According to the polls released Thursday, Hillary Clinton would beat John McCain in all three states by wide margins while Barack Obama would lose to the Arizona senator in Ohio and Florida and narrowly beat McCain in Pennsylvania.
CNN Polling Director Keating Holland said the poll could be a "early-warning sign" for Democrats, though cautioned early polls often are not predictive.
Specifically, the poll found Clinton tops McCain in Florida by 7 points (48 percent to 41 percent), in Ohio by 7 points (48 percent to 41 percent) and in Pennsylvania by 13 percent (50 percent to 37 percent).
Meanwhile the poll finds McCain would beat Obama by 4 points in Florida (45-41 percent) and by 4 points in Ohio (44 percent to 40 percent). Obama beats McCain in Pennsylvania, but by a narrower margin than Clinton does - he beats McCain by 6 points there, 46 percent to 40 percent.

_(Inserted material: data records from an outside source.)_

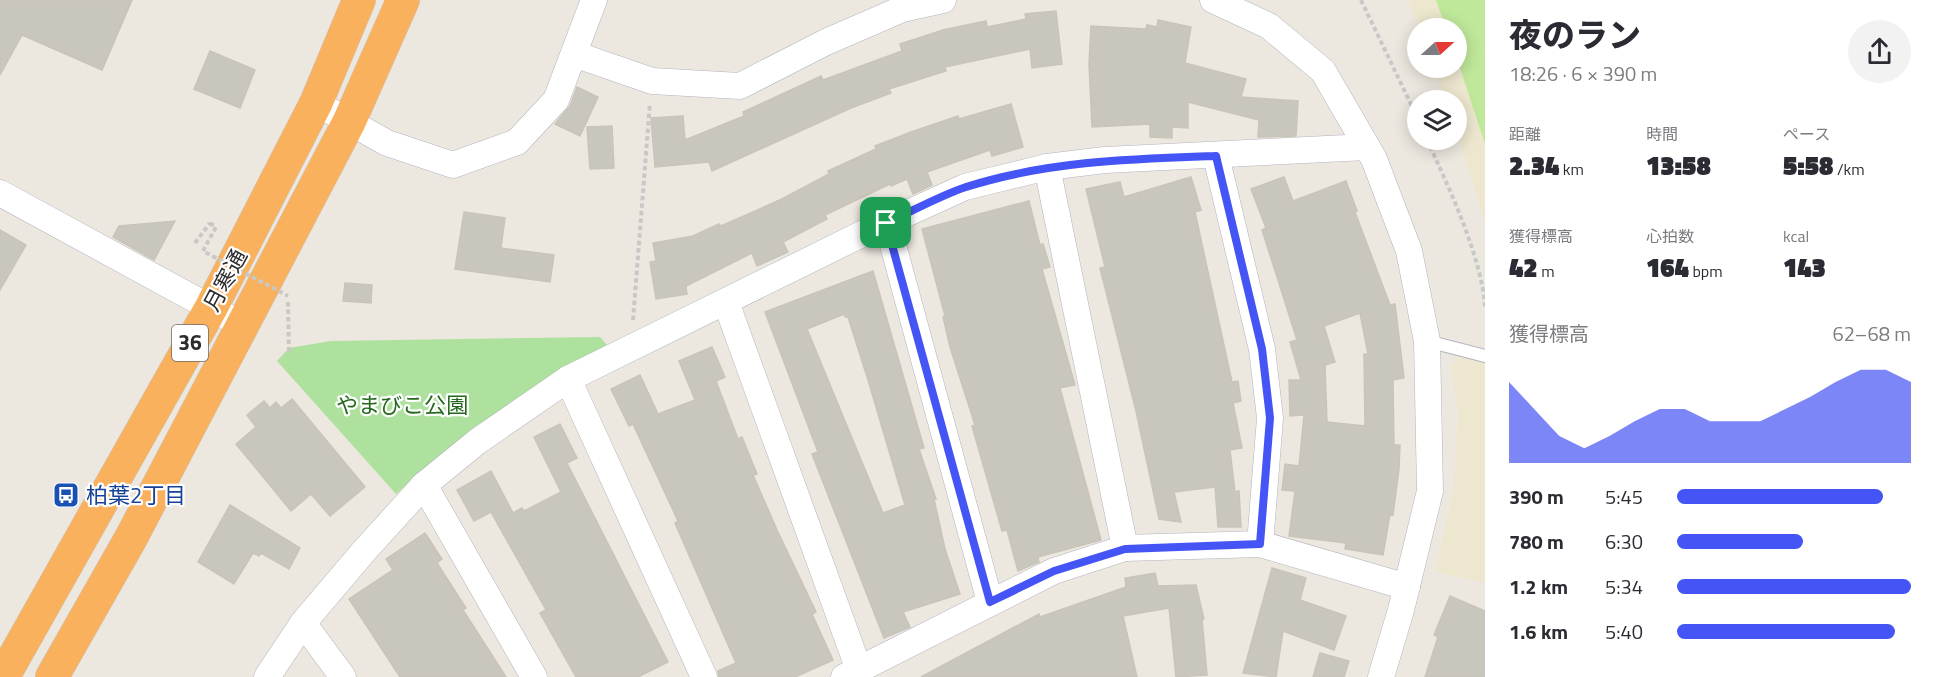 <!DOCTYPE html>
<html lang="ja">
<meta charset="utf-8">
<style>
body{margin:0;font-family:"Titillium Web","Noto Sans JP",sans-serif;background:#f2f2f3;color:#2b2b33;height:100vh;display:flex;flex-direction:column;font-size:22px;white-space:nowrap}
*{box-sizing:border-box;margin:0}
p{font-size:20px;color:#7c7c81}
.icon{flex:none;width:33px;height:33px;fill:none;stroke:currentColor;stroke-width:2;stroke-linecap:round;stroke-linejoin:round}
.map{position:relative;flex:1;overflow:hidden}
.side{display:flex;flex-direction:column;background:#fff;width:450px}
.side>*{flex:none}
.needle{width:39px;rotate:69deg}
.fabs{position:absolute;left:1407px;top:18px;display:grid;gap:12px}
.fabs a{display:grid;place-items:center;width:60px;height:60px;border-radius:50%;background:#fff;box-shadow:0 3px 15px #0003;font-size:30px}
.pin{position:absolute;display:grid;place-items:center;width:51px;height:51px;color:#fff;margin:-26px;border-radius:12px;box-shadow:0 3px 9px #0006}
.round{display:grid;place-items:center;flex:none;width:63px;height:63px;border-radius:32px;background:#f2f2f3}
.summary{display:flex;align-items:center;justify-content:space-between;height:102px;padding:0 24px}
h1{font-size:33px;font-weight:800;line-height:45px}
.figures{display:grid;grid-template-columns:repeat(3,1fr);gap:9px;height:102px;padding:6px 24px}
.figures div{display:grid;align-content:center}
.figures b{font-size:26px;font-weight:800}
.figures small{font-size:16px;font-weight:400}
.figures p{font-size:16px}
.chart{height:168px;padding:12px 24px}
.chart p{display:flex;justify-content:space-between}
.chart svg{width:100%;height:108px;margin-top:6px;fill:#4554f4;opacity:.7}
ul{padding:0 24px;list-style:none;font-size:20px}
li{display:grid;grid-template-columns:96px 72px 1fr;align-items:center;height:45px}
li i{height:15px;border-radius:8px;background:#4554f4}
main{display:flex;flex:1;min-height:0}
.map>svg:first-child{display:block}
.education{fill:#eee7cf}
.green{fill:#aee19d}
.pitch{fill:#bfe89a}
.building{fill:#c9c6bd;stroke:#c9c4b8;stroke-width:1.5;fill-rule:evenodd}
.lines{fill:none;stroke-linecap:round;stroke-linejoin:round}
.lane-casing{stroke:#b2b3bf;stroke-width:14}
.street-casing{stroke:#b2b3bf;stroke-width:27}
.highway-casing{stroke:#c8c8c8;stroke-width:34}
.path{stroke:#c8c8c8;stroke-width:4;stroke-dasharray:4.5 3;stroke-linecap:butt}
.lane{stroke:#fff;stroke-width:12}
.street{stroke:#fff;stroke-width:26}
.highway{stroke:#f9b15e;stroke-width:33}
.path-bridge{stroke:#c8c8c8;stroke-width:4;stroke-dasharray:4.5 3;stroke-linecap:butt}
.route-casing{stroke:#fff;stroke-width:12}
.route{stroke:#4554f4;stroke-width:8}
.labels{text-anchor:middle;stroke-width:4.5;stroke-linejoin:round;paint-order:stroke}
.shield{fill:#fff;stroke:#6b6b6b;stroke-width:1.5}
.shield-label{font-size:21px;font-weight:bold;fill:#2c2c2c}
.street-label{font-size:22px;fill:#2c2c2c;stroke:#fff}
.park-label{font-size:22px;fill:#25681d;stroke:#fff}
.transit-label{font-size:22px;fill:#164399;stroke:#fff;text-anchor:start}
</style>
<main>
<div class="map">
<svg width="1485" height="677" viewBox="0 0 1485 677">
<rect width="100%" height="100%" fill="#ede8df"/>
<g class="education">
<path d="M1408,0H1485V224L1457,133L1456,100H1445L1433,68H1456V28H1419Z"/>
<path d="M1464,351L1485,359V583L1435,572L1454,487L1458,412L1451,366Z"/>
</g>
<path class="green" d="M600,337L609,347L531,389L444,453L396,494L277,361L289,348L331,341Z"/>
<path class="pitch" d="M1436,0H1485V144L1457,59L1456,28H1446Z"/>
<g class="building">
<path d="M0,0H132L102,70L22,35L0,75Z"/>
<path d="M1056,11L1062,64L1032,68L1030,49L945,67L946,71L889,89L891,93L851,108L712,171L709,162L655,167L651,118L683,116L685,140L744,116L743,112L821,76L823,80L902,51L900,44L943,30L986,21L987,27L1026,19L1025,14Z"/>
<path d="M1158,20L1191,27L1185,63L1246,79L1241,97L1298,101L1296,136L1258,137L1259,120L1188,102V128L1172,127V138L1150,137V124L1092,127L1089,64L1091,26L1146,29L1147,25L1157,27Z"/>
<path d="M210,51L255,70L240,108L194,89Z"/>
<path d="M577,87L598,97L580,136L555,124L570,106Z"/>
<path d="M1011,104L1023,147L992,156L990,150L927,172L932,185L913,194L907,179L891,186L890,184L825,215L827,219L783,242L788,252L757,266L752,253L686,286L687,294L656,299L650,262L656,261L653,243L693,236L719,224L721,226L782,199L829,174L828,171L876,149L875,146L911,132L958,116L959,119Z"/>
<path d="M612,126L614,168L590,169L587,127Z"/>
<path d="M1191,177L1201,210L1195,212L1232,382L1238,381L1241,401L1233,403L1242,448L1230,450L1235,492L1239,491L1241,527H1218L1215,487L1174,492L1181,522L1159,519L1136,411L1100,268L1105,267L1086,189L1120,182L1124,197Z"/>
<path d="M1284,177L1293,201L1346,181L1357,211L1355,212L1390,305L1395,304L1404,378L1393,380L1394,445H1400L1399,469L1393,515L1390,514L1383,555L1345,549L1346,543L1289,536L1295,491L1282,490L1285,464L1299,466L1304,415L1290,416L1289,380H1301L1290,342L1297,340L1262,230L1266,228L1251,189ZM1360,313L1368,354H1364L1365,426L1327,422L1325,365L1335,362L1324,326Z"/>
<path d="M1029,201L1040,245L1043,244L1050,267L1042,269L1075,385L1060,388L1101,540L1038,557L1039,562L1018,571L1007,530L1002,531L972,426L975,425L950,347L943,317L945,316L922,229Z"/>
<path d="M464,212L505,218L501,248L554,255L550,282L455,269Z"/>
<path d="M175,221L154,260L113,237L119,226Z"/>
<path d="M0,230L26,245L0,290Z"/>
<path d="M873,271L924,448L919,449L936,499H934L945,549L960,594L903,612L910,627L884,638L812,454L818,452L765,312ZM844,314L845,317H848L868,380L905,505L883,513L807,329Z"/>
<path d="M345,283L372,285L371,303L343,301Z"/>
<path d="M712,347L725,377L716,381L738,439L742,437L757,474L753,475L777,530L816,612L812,614L833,660L795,677H719L718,671L736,663L675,523L678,521L633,424L629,426L611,389L640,375L658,414L695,400L679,361Z"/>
<path d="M292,399L365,487L330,516L311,494L291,511L236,444L256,427L247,415L264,401L270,408L276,402L281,408Z"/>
<path d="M560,424L577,458L567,463L668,662L638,677H576L540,613L546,610L491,512L474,521L457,490L491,471L513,513L522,508L524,511L561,492L534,437Z"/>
<path d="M230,505L300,548L289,569L261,553L259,556L253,553L234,584L198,562Z"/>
<path d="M425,533L442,559L437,563L466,608L463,610L506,677H400L349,599L393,570L386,559Z"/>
<path d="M1272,568L1306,578L1300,600L1346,616L1334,650L1283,631L1276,677L1243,673Z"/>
<path d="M1155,573L1158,586L1196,585L1204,619H1202L1207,675L1176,677L1169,608L1123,616L1137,677H921L1039,614L1040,617L1126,587L1125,578Z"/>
<path d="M1450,596L1485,611V677H1425L1438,637L1434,635Z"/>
<path d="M1320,653L1349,661L1344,677H1313Z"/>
</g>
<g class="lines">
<g class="lane-casing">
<path id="lane" d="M1427,341L1485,356"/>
</g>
<g class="street-casing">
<g id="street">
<path d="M1213,0L1269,26L1323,71L1374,159L1409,251L1427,341L1430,491L1401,610L1381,677"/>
<path d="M574,54L652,81L740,86L826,42L902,9L943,0"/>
<path d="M316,103L387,143L453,165L517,142L556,100L594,0"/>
<path d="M1216,156L1262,349L1270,418L1260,544"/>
<path d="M1047,167L1125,548"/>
<path d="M0,193L242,325"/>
<path d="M887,223L990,602"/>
<path d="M726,302L859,670"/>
<path d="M568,379L704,677"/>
<path d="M424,485L534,677"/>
<path d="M303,623L343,677"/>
<path d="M267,677L303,623L364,551L424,485L478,441L568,379L864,233L965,187L1047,167L1105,160L1367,147"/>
<path d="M844,677L1054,571L1125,548L1260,544L1407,587"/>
</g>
</g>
<g class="highway-casing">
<g id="highway">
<path d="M3,677L211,308L316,103L359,0"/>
<path d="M52,677L131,538L349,122L403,0"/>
</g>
</g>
<g class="path">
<path d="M1361,0L1418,119"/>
<path d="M1427,140C1448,185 1482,258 1485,307"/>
<path d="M195,243L210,223"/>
<path d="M288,302L289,355"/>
<path d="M633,320L650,103"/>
</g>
<use href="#lane" class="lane"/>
<use href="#street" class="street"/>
<use href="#highway" class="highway"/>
<path class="path-bridge" d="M210,223L216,227L203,251L288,296"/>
</g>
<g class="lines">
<g class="route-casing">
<path id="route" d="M1216,156L1262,349L1270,418L1260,544L1125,549L1054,571L990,602L886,223C913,211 939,196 966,187C1048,161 1131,159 1216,156Z"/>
</g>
<use href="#route" class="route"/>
</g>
<defs>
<g id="bus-square" transform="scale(1.35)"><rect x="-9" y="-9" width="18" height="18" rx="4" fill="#1a4fb4" stroke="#fff"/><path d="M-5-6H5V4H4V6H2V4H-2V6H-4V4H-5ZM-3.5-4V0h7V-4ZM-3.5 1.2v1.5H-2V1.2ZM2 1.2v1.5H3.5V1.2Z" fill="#fff"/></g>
</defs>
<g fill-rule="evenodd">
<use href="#bus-square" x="66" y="495"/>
</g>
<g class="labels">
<rect class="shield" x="172" y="325" width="36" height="36" rx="4.5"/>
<g class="shield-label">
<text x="190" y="350">36</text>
</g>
<g class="street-label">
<text transform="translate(225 280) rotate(-62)" y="8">月寒通</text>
</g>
<g class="park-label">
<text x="402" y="413">やまびこ公園</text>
</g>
<g class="transit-label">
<text x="86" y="503">柏葉2丁目</text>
</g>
</g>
</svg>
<div class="fabs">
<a><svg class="needle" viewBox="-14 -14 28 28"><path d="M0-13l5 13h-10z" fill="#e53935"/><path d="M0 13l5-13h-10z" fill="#7c7c81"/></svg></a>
<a><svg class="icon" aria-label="layers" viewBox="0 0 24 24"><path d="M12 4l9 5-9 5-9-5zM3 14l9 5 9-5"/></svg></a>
</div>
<div class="pin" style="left:886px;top:223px;background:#1e9e55"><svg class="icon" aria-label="arrive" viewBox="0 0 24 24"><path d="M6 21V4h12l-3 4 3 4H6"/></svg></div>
</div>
<section class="side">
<div class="summary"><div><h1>夜のラン</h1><p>18:26 · 6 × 390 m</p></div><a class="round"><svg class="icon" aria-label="share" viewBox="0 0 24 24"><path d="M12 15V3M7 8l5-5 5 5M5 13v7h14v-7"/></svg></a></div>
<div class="figures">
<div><p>距離</p><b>2.34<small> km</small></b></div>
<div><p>時間</p><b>13:58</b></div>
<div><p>ペース</p><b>5:58<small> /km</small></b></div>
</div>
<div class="figures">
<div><p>獲得標高</p><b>42<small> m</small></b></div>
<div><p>心拍数</p><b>164<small> bpm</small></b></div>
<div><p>kcal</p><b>143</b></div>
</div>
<div class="chart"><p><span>獲得標高</span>62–68 m</p>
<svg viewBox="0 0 160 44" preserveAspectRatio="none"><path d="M0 44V11L10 22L20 33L30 38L40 33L50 27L60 22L70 22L80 27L90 27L100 27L110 22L120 17L130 11L140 6L150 6L160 11V44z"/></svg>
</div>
<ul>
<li><b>390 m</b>5:45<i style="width:88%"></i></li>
<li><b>780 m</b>6:30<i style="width:54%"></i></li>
<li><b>1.2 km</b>5:34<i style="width:100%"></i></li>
<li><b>1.6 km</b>5:40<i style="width:93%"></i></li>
</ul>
</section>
</main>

According to Quinnipiac, the difference between Clinton and Obama's performances in the state can be traced to the fact that several Clinton supporters and white working class voters there say they will support McCain over Obama if the Illinois senator is the party's nominee. (Related: Can Obama win over the working class)
"This could be an early-warning sign for the Democrats, particularly since Obama did not do well in the Pennsylvania and Ohio primaries," Holland said. "On the other hand, any poll conducted in May - particularly when the primaries have not finished - may have little predictive value."
The last presidential candidate to win the White House without winning two of the three largest swing states was John F. Kennedy in 1960. (Kennedy won Pennsylvania that year, but lost Ohio and Florida.)
But the 2008 electoral map could look different than most recent elections, both the McCain and Obama campaigns have said. Each candidate has shown to strongly appeal to independent and moderate voters - meaning more states could be up for grabs this year than has been the case in past elections.